The Ballona Wetlands are located in Southern California, United States south of Marina del Rey and east of Playa del Rey. The wetlands once included the areas now taken up by Marina del Rey, Venice, and Playa Vista, extending north to about present-day Washington Blvd. in Venice.
It is one of the last significant wetlands areas in the Los Angeles basin, and is named for Port Ballona and Ballona Creek which now runs through the area as a flood control channel. In the 1930s the Ballona Creek corridor was channelized in concrete, thus greatly reducing the inflow of salt water to the marsh, and eliminating spring floods, which brought freshwater to the wetlands. Among groups dedicated to protecting the wetlands is the Friends of Ballona Wetlands.
The Ballona Creek Flood control channel, and the construction of Marina del Rey in the late 1950s, reduced the 2,100-acre (8.5 km2) estuary to some 700 acres (2.8 km2). Additional open space east of the wetlands was converted to agricultural uses by the early 20th century, with cultivation continuing into the 1990s, when these became some of the last farm fields in the Los Angeles Basin. In the 1940s, much of these farm fields became the private Hughes Airport. In first decade of the 21st century that land was developed as Playa Vista, a planned mixed-use community east of Lincoln Boulevard.
The State of California owns and the California Department of Fish and Wildlife (CDFW) manages the wetlands.

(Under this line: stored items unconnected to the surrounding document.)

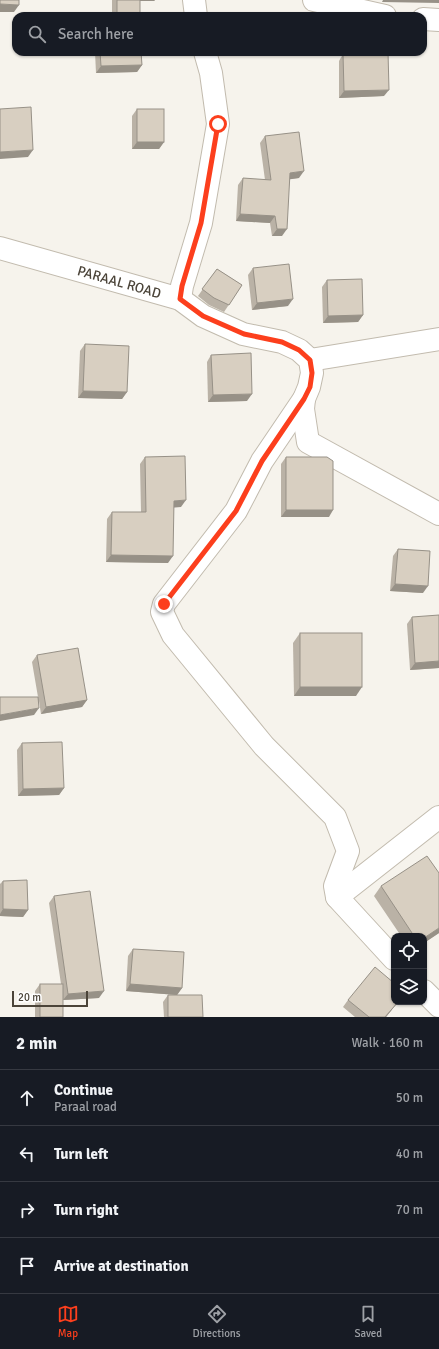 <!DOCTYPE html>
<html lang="en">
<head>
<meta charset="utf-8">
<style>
  body { margin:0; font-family:Signika,sans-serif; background:#20242c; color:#f1f3f6 }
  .controls { position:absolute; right:12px; bottom:12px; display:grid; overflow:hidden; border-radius:8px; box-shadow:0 1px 3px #0004 }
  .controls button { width:36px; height:36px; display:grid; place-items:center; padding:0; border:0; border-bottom:1px solid #363941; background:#171b24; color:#f1f3f6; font:20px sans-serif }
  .scale { position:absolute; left:12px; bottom:10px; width:76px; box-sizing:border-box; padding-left:4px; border:2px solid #4b4439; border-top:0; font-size:11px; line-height:14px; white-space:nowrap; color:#4b4439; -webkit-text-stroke:3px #fff; paint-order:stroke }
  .stop { position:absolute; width:12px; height:12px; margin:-9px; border:3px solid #fc3f1d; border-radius:50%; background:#fff }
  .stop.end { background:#fc3f1d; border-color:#fff; box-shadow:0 1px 4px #0008 }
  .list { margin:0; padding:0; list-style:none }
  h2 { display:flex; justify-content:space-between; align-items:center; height:52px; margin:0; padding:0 16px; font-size:17px }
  h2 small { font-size:13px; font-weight:400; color:#9ea1a6 }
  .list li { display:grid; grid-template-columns:26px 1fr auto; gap:12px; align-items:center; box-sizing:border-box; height:56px; padding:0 16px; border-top:1px solid #363941 }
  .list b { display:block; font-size:15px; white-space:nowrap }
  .list p { margin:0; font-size:13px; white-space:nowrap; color:#9ea1a6 }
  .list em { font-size:13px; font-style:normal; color:#9ea1a6 }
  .icon { flex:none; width:22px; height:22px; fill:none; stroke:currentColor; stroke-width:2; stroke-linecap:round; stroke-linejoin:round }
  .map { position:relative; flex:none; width:439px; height:1017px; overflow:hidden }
  .search { position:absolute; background:#171b24; box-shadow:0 1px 3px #0004; left:12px; right:12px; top:12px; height:44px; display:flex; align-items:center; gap:10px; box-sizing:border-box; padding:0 14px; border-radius:12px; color:#9ea1a6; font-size:15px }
  .sheet { height:276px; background:#171b24 }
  nav { display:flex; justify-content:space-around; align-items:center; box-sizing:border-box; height:56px; border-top:1px solid #363941; background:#171b24; font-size:11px; color:#9ea1a6 }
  nav a { display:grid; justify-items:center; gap:2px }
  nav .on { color:#fc3f1d }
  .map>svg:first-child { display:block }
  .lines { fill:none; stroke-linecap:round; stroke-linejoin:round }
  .street-casing { stroke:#c2bbae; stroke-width:24 }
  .street { stroke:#fff; stroke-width:22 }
  .wall { fill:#bab2a6 }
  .shaded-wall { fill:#979187 }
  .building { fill:#d8cfc1; stroke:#979187 }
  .route { stroke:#fc3f1d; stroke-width:5 }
  .labels { text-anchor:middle; stroke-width:3.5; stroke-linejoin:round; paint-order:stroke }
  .street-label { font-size:14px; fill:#4b4439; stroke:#fff }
</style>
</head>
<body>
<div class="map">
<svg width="439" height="1017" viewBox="0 0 439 1017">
  <rect width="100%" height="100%" fill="#f6f3ec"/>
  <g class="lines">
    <g class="street-casing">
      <g id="street">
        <path d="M194 0 196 16"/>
        <path d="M314 0 385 16"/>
        <path d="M423 19 439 20"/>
        <path id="s1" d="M0 248 180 299 203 316 243 334 282 342 299 350 310 360 312 373 309 387 304 399 262 461 236 511 164 604 162 612 173 635 264 746 335 817 348 851 335 886 337 897 394 959"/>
        <path d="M180 299 182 286 201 223 218 124 211 73 205 52"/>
        <path d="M310 360 439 339"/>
        <path d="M304 399 303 409 308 442 439 514"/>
        <path d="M337 897 439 817"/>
        <path d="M424 991 439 1006"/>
      </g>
    </g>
    <use href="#street" class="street"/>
  </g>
  <g class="wall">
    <path d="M112 0H155L154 1H140V16H112Z"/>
    <path d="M95 52H141L142 65 137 72 96 73Z"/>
    <path d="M343 54 384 96 339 98V61Z"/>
    <path d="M137 109 164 142 159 149H132V116Z"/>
    <path d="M265 136 299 178 290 179 282 236H272L270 223 236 221 238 185 243 178 265 180 260 143Z"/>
    <path d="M253 268 288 306 252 310 248 275Z"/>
    <path d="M217 269 242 285 224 312 209 305 198 296Z"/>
    <path d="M327 280 363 315 358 322 323 323 322 287Z"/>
    <path d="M85 344 127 392 122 399 78 398 80 351Z"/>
    <path d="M211 355 247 401 208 402 207 362Z"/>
    <path d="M145 457 181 507H174L168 563 106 562 107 519 112 512H141L140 464Z"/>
    <path d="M286 457 329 517H281V464Z"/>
    <path d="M398 549 423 593 390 591 393 556Z"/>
    <path d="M412 617 439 668 410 670 407 624Z"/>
    <path d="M300 633 356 696H294L293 643Z"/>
    <path d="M37 655 87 700 82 707 41 714 39 701 34 715 38 697 32 662Z"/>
    <path d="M22 743 64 788 59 795 18 796 17 750Z"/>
    <path d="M3 881 28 910 23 917 0 916V884Z"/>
    <path d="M381 886 439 933 424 943V936H401L374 896Z"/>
    <path d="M54 896 99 998 63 1000V997V1017H35V991L40 984H61L49 903Z"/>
    <path d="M133 949 182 988 177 995 126 991 128 956Z"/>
    <path d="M168 995 203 1017H164L163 1002Z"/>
    <path d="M348 1000 394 1002H398L386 1017H355L343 1007Z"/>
  </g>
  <g class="shaded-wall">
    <path d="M136 0H155L154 1H135Z"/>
    <path d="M383 0H439V3L382 2Z"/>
    <path d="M0 4 19 5 14 12H0Z"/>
    <path d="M142 65 137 72 96 73 101 66Z"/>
    <path d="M389 90 384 96 339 98 344 91Z"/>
    <path d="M137 142H164L159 149H132Z"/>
    <path d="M33 150 28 157 0 159V152Z"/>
    <path d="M304 171 299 178 285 180 290 173Z"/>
    <path d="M240 214 275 216 270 223 236 221Z"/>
    <path d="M277 229H287L282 236H272Z"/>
    <path d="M293 299 288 306 252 310 257 303Z"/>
    <path d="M363 315 358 322 323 323 328 316Z"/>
    <path d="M83 391 127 392 122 399 78 398Z"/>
    <path d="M252 394 247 401 208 402 213 395Z"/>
    <path d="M186 500 181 507 169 508 174 501Z"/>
    <path d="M286 510H333L329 517H281Z"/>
    <path d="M111 555 173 556 168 563 106 562Z"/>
    <path d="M395 584 428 586 423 593 390 591Z"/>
    <path d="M439 661V668L410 670 415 663Z"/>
    <path d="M300 687H362L356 696H294Z"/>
    <path d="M87 700 82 707 41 714 46 707Z"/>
    <path d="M39 708 34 715 0 721V715Z"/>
    <path d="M64 788 59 795 18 796 23 789Z"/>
    <path d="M3 909 28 910 23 917 0 916V914Z"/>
    <path d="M439 928V933L424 943V938Z"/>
    <path d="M130 984 182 988 177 995 126 991Z"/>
    <path d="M104 991 99 998 63 1000 68 994Z"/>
    <path d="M398 1002 386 1017H385Z"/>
  </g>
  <g class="building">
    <path d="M0 0H19V5L0 4Z"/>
    <rect x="117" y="0" width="23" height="16"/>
    <path d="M100 52H141L142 65 101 66Z"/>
    <path d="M388 52 389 90 344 91 343 54Z"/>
    <path d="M31 107 33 150 0 152V109Z"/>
    <rect x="137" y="109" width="27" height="33"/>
    <path d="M299 132 304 171 290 173 287 229H277L275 216 240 214 243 178 271 180 265 136Z"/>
    <path d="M289 264 293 299 257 303 253 268Z"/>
    <path d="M217 269 242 285 229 305 214 298 202 289Z"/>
    <path d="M362 279 363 315 328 316 327 280Z"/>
    <path d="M85 344 129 346 127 392 83 391Z"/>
    <path d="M251 353 252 394 213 395 211 355Z"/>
    <path d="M185 456 186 500 174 501 173 556 111 555 112 512H146L145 457Z"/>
    <path d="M286 457H327L333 461V510H286Z"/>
    <path d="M398 549 430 551 428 586 395 584Z"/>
    <path d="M439 615V661L415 663 412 617Z"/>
    <rect x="300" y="633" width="62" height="54"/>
    <path d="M78 648 87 700 46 707 37 655Z"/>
    <path d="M0 697H38L39 708 0 715Z"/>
    <path d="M62 742 64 788 23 789 22 743Z"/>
    <path d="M427 856 439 873V928L424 938V936H414L381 886Z"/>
    <path d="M27 880 28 910 3 909V881Z"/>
    <path d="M90 891 104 991 68 994 54 896Z"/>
    <path d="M133 949 184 952 182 988 130 984Z"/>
    <path d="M375 967 394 983V1002H398L385 1017H369L348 1000Z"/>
    <rect x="40" y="984" width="23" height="33"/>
    <path d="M168 995H202L203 1017H168Z"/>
  </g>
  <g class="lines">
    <path class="route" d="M164 604 236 511 262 461 304 399 310 387 312 373 310 360 299 350 282 342 244 334 203 316 180 299 182 286 201 223 218 124"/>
  </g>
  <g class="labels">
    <g class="street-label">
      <text dy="5" stroke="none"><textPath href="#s1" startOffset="124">PARAAL ROAD</textPath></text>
    </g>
  </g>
</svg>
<div class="controls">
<button><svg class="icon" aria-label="locate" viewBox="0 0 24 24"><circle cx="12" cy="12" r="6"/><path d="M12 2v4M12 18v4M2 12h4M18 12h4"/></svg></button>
<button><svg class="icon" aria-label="layers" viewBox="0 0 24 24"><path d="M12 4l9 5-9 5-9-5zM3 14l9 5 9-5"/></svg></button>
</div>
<div class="scale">20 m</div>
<div class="stop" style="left:218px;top:124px"></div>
<div class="stop end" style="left:164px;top:604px"></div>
<div class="search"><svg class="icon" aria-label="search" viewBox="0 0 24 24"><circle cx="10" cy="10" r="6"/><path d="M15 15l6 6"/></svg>Search here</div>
</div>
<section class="sheet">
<h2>2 min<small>Walk · 160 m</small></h2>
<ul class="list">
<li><svg class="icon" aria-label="ahead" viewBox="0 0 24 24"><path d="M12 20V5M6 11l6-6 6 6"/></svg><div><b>Continue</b><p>Paraal road</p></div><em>50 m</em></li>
<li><svg class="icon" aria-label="left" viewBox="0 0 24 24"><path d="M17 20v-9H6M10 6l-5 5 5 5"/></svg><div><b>Turn left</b></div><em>40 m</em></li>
<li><svg class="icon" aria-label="right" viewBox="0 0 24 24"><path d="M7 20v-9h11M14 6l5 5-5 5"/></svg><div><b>Turn right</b></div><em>70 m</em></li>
<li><svg class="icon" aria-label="arrive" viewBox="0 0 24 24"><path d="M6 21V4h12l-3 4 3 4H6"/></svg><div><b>Arrive at destination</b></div></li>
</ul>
</section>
<nav>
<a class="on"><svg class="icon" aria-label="map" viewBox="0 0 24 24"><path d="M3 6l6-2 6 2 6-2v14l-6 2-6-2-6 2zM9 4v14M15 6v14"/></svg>Map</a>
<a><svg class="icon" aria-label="directions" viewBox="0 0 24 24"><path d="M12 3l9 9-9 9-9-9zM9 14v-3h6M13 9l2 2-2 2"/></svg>Directions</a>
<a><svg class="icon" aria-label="saved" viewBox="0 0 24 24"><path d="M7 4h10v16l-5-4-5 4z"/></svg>Saved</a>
</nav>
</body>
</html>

Approximately 577 acres (2.34 km2), are bisected generally east-west by the Ballona Creek channel, from Playa Del Rey to Culver City, and bordered by the 90 Marina freeway to the east. 83 acres (340,000 m2) of Estuarine wetland were included in the state acquisition, previously privately owned by Howard Hughes, his corporate heirs and the subsequent developers of Playa Vista.